Compliance and the Attorney-Client Privilege

Chief compliance officers have to work closely with the chief legal officer or general counsel on a number of important issues.  In certain circumstances, CCOs  have to be mindful of the importance of the company’s ability to assert the attorney-client privilege.  While CCOs tend to lean in favor of disclosure and transparency as an important principle in promoting a company’s compliance program, there are a number of situations when compliance requires protection of the attorney-client privilege.

Let’s be honest – lawyer can be blowhards and in litigation circumstances, lawyers can fail to see the big picture.  In recent years, litigators have sought to claim expansive interpretations of the attorney-client privilege.  Federal judges are expressing frustration at these broad claims of privilege and beginning to cut back on such claims by reminding attorneys that blanket claims of privilege by the presence of an attorney in a meeting or the listing of an attorney on an email are not going to be sustained.

Lawyers and compliance officers need to pay close attention to the attorney-client privilege, and make sure they take proper steps to protect and promote the use of privilege in appropriate circumstances.  When conducting serious internal investigations or reviewing significant compliance issues, a company’s ability to cloak such determinations with the privilege is critical to the review, the company’s decision and the remediation of the issue, if warranted.

To review the basics, the attorney-client privilege applies to:

  • Communications between an individual and an attorney (or someone acting at the direction of an attorney); and
  • Communications between a compliance officer and an in-house counsel can qualify for the attorney-client privilege so long as it is intended to seek, obtain or provide legal guidance or services.

Compliance officers frequently consult in-house attorneys for guidance on the law, development of compliance policies, and day-to-day discussion of legal implications of compliance issues.

A compliance officer may use legal advice from in-house counsel to provide guidance and respond to an employee question, enforce the company’s compliance policies and procedures, conduct investigation, take corrective actions, and provide reports to corporate leaders.

Courts are imposing increasing burdens on companies that broadly assert attorney-client privilege to compliance activities.  An example of this trend is a 2012 district court decision, U.S. ex.rel Baklid-Kunz v.

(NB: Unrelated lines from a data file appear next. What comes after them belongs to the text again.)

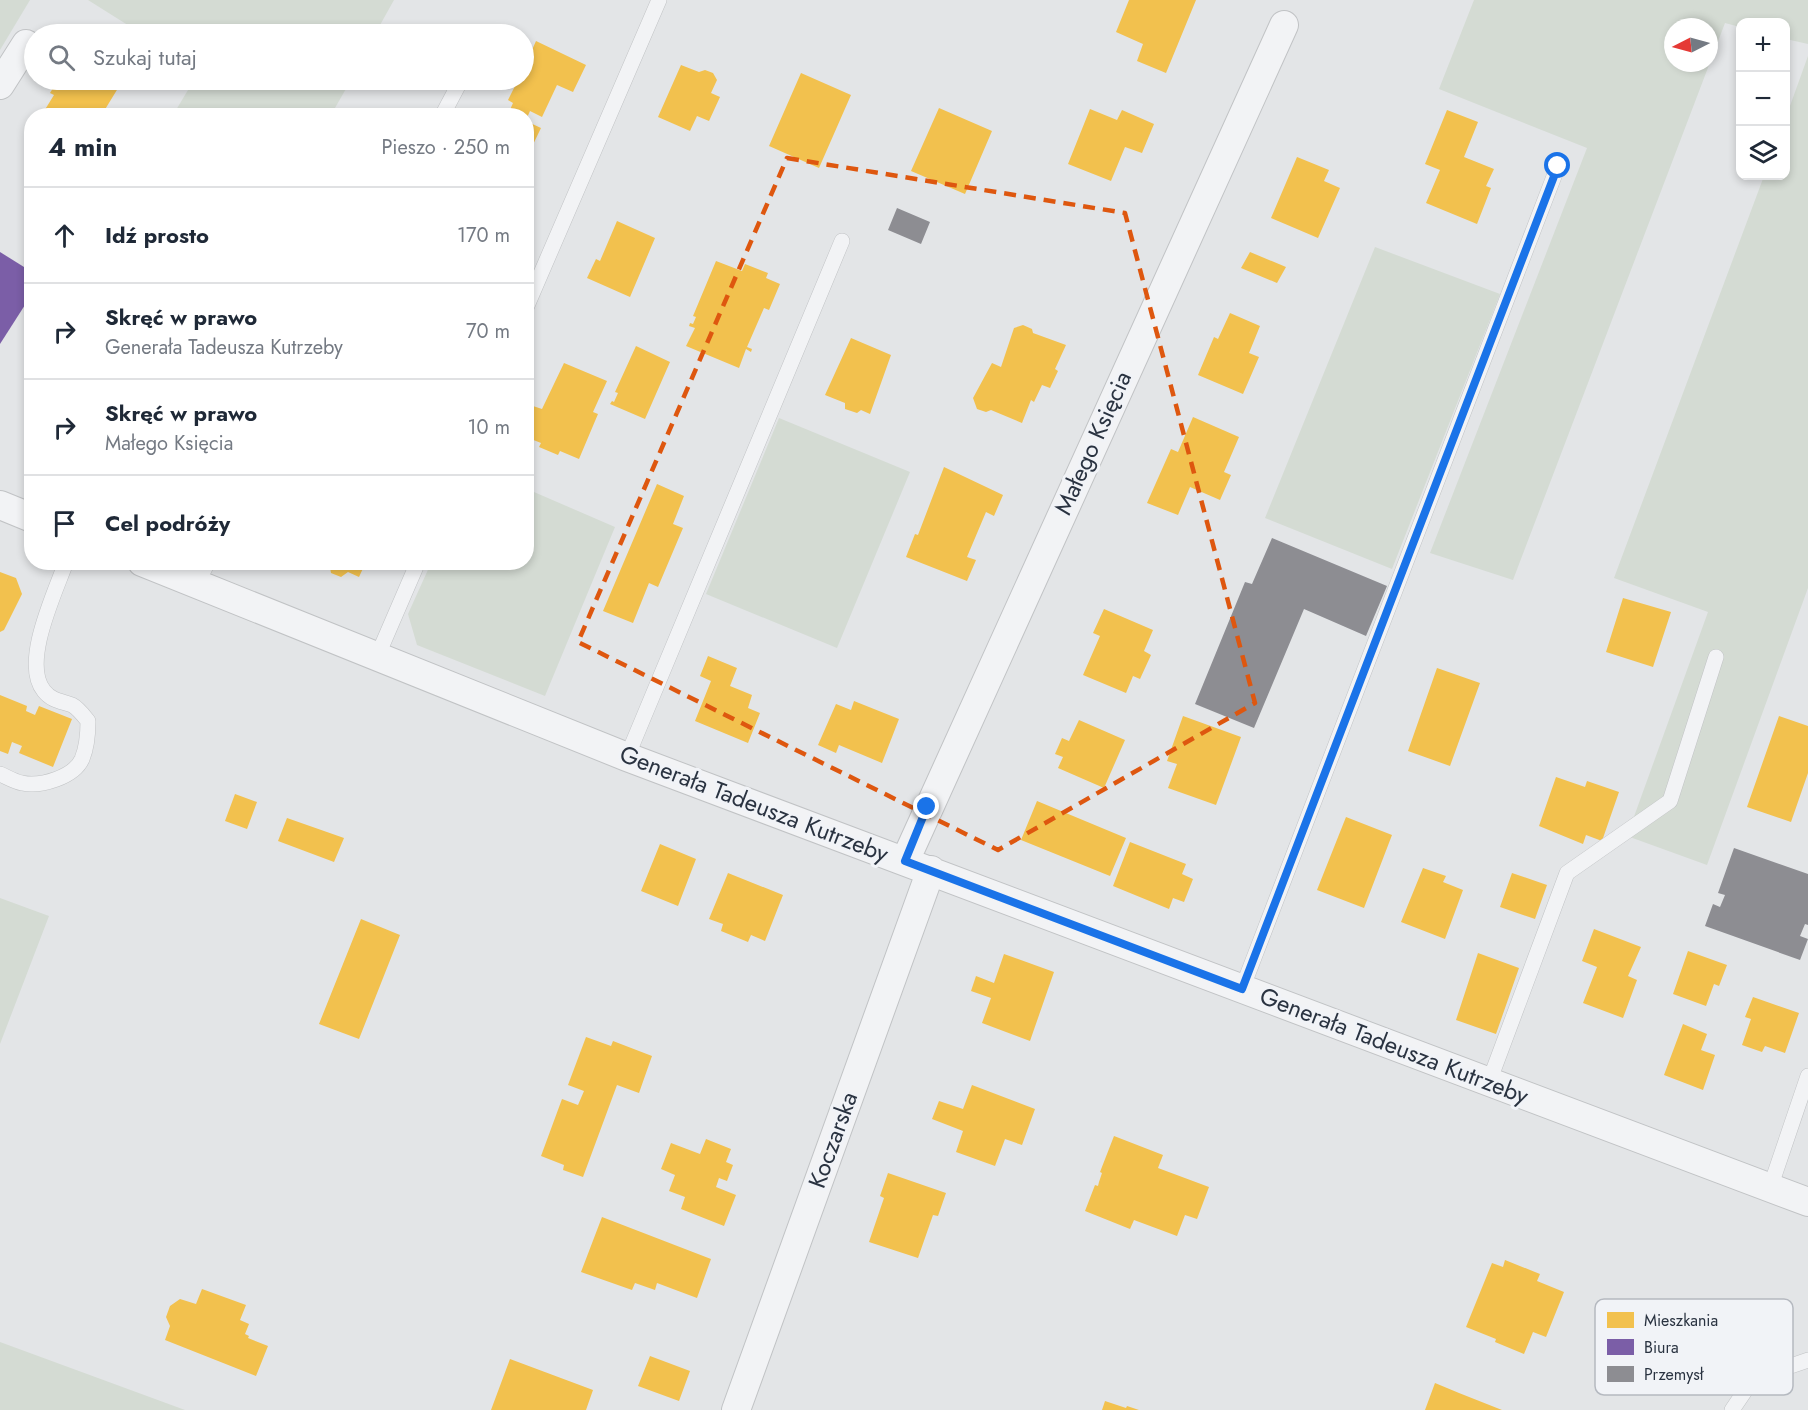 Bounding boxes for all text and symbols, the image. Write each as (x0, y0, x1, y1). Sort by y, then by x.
north arrow (1664, 18, 1718, 72)
map controls (1736, 18, 1790, 180)
button: + (1736, 18, 1790, 72)
search box (24, 24, 534, 90)
icon: search (45, 41, 78, 74)
text: Szukaj tutaj (93, 41, 197, 73)
button: − (1736, 72, 1790, 126)
button: layers (1736, 126, 1790, 180)
text: 4 min (48, 128, 117, 166)
text: Pieszo · 250 m (381, 133, 510, 162)
route start (1544, 152, 1570, 178)
icon: ahead (48, 219, 81, 252)
text: Idź prosto (105, 219, 209, 251)
text: 170 m (457, 221, 510, 250)
text: Skręć w prawo (105, 301, 257, 333)
icon: right (48, 315, 81, 348)
text: 70 m (466, 317, 510, 346)
text: Generała Tadeusza Kutrzeby (105, 333, 343, 362)
street label: Małego Księcia (1045, 365, 1140, 520)
text: Skręć w prawo (105, 397, 257, 429)
icon: right (48, 411, 81, 444)
text: 10 m (467, 413, 510, 442)
text: Małego Księcia (105, 429, 233, 458)
icon: arrive (48, 507, 81, 540)
text: Cel podróży (105, 507, 230, 539)
street label: Generała Tadeusza Kutrzeby (615, 736, 894, 871)
route end (913, 793, 939, 819)
street label: Generała Tadeusza Kutrzeby (1255, 978, 1534, 1113)
street label: Koczarska (799, 1087, 866, 1193)
legend (1595, 1299, 1793, 1395)
text: Mieszkania (1644, 1309, 1718, 1332)
text: Biura (1644, 1336, 1679, 1359)
text: Przemysł (1644, 1363, 1705, 1386) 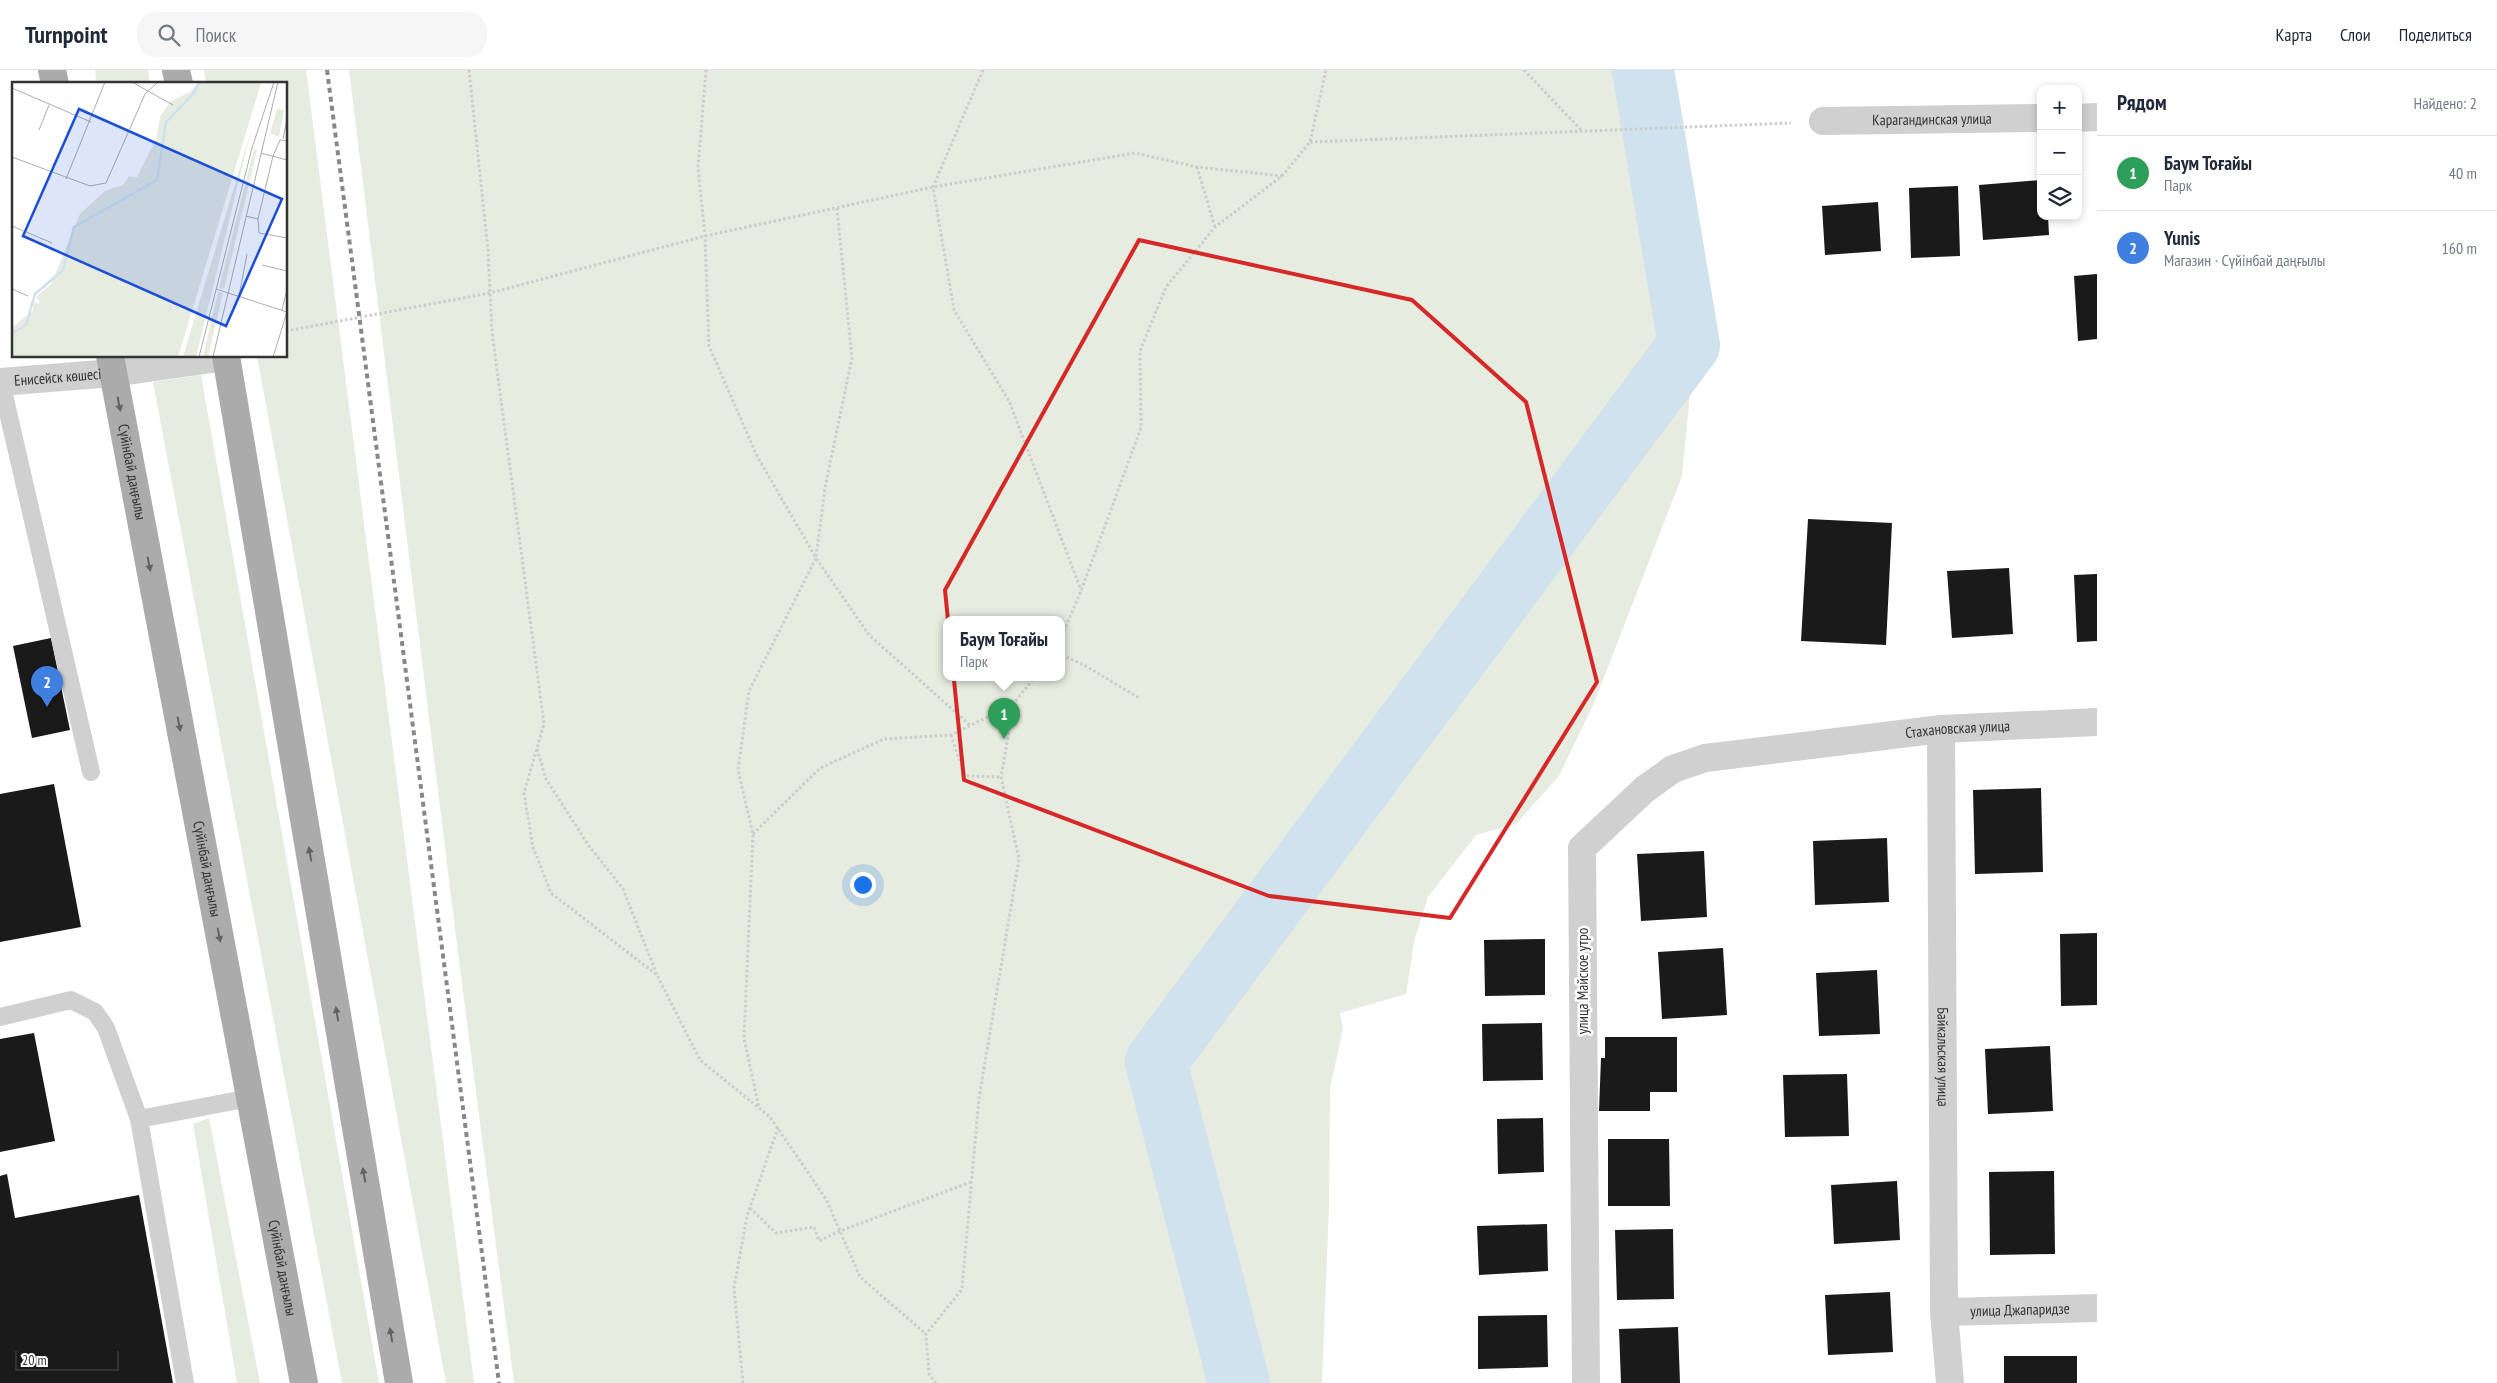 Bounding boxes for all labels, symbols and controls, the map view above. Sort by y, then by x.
search box [137,12,487,57]
text: Turnpoint [25,19,107,50]
icon: search [155,21,183,49]
text: Поиск [195,23,236,47]
text: Карта [2275,23,2312,46]
text: Слои [2340,23,2371,46]
text: Поделиться [2399,23,2472,46]
inset map [12,82,288,358]
map controls [2037,85,2082,220]
button: + [2037,85,2082,130]
text: Рядом [2117,89,2167,116]
text: Найдено: 2 [2414,93,2477,113]
street label: Карагандинская улица [1872,109,1992,129]
button: − [2037,130,2082,175]
text: Баум Тоғайы [2164,151,2252,175]
text: 1 [2129,163,2137,183]
text: 40 m [2449,163,2477,183]
button: layers [2037,175,2082,220]
text: Парк [2164,175,2192,195]
text: Yunis [2164,226,2200,250]
text: 2 [2129,238,2137,258]
text: 160 m [2442,238,2477,258]
text: Магазин · Сүйінбай даңғылы [2164,250,2325,270]
street label: Енисейск көшесі [13,364,102,390]
one-way arrow [116,396,124,412]
street label: Сүйінбай даңғылы [114,422,151,521]
one-way arrow [146,556,154,572]
popup [943,616,1065,681]
text: Баум Тоғайы [960,627,1048,651]
text: Парк [960,651,988,671]
pin: 2 [31,666,63,707]
pin: 1 [988,698,1020,739]
one-way arrow [176,716,184,732]
street label: Стахановская улица [1904,716,2011,742]
street label: Сүйінбай даңғылы [189,819,226,918]
one-way arrow [305,846,313,862]
your location [850,872,876,898]
one-way arrow [215,927,223,943]
street label: улица Майское утро [1573,928,1592,1034]
one-way arrow [332,1006,340,1022]
street label: Байкальская улица [1933,1007,1953,1107]
one-way arrow [359,1166,367,1182]
street label: Сүйінбай даңғылы [264,1218,301,1317]
street label: улица Джапаридзе [1970,1299,2070,1320]
one-way arrow [386,1327,394,1343]
scale bar [15,1348,119,1371]
text: 20 m [22,1351,47,1369]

Halifax Hospital Medical Center, Case No. 6:09-cv-1002, 2012 U.S. Dist. LEXIS 158944 (M.D. Fla. Nov. 6, 2012) (Copy Here).  Every compliance officer should be familiar with this case.

In a False Claims Act context, the magistrate judge addressed the application of the attorney-client privilege to emails and other communications, including the determination of whether compliance documents were prepared by or directed to in-house counsel and compliance staff.

The magistrate judge ruled that communications to an in-house counsel and corporate employees are not entitled to a presumption of privilege.  Specifically, the magistrate judge held that the following communications were not privileged: (1) compliance logs; (2) emails from in-house counsel and compliance personnel; (3) audits and fair market value communications by compliance, finance and case management departments.

A specific issue addressed by the court is important to remember – copying an in-house counsel on internal email will not entitle the company to assert the privilege over the communication.  To be privileged, the communications must directly involve the in-house counsel and for the purpose of seeking or providing legal advice.  Companies have to be mindful of this important limitation when communicating about legal and compliance issues.